◆ ABOUT THIS EXERCISE
Copy out each line of the material in which the word "豊中市立栄町こども園" appears.

◆ DATA SHOWN
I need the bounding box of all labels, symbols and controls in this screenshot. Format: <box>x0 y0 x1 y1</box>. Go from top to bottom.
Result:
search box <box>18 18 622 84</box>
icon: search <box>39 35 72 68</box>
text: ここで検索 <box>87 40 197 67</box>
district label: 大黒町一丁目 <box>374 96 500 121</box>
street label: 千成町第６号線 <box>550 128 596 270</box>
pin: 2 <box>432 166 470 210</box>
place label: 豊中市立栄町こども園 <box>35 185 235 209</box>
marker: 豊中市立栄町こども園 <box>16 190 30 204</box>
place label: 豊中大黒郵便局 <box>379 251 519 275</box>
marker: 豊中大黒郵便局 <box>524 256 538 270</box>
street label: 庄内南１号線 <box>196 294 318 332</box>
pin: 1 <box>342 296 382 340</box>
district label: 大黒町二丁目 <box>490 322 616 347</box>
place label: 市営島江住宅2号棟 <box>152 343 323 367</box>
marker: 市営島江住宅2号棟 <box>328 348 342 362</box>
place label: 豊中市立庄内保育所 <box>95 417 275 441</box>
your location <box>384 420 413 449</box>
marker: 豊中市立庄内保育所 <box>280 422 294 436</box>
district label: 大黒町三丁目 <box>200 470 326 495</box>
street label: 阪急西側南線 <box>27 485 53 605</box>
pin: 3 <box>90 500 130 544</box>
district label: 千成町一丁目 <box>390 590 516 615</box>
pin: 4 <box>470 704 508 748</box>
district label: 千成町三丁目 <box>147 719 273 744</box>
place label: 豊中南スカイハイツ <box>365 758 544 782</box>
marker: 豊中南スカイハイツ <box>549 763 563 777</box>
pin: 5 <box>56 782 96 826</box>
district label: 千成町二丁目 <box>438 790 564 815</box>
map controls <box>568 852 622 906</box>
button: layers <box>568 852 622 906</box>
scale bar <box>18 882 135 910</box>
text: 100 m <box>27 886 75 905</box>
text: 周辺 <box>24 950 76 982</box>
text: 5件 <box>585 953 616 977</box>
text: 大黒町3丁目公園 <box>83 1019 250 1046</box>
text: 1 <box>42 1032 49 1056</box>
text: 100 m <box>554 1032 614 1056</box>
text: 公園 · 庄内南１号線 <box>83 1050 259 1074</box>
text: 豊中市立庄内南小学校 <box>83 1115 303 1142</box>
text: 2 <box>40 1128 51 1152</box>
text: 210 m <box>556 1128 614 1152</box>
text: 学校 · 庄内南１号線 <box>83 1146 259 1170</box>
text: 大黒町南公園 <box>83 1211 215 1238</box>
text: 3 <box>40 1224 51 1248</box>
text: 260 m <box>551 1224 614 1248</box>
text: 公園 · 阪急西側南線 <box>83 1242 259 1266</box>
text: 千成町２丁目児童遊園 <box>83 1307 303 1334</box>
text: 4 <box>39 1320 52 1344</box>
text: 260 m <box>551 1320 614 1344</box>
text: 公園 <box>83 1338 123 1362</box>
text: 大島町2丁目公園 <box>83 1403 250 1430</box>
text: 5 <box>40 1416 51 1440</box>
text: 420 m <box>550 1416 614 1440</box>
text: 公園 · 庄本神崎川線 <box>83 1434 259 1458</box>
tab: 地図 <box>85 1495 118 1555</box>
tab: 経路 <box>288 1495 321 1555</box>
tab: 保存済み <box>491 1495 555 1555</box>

◆ RESULT
place label: 豊中市立栄町こども園 <box>35 185 235 209</box>
marker: 豊中市立栄町こども園 <box>16 190 30 204</box>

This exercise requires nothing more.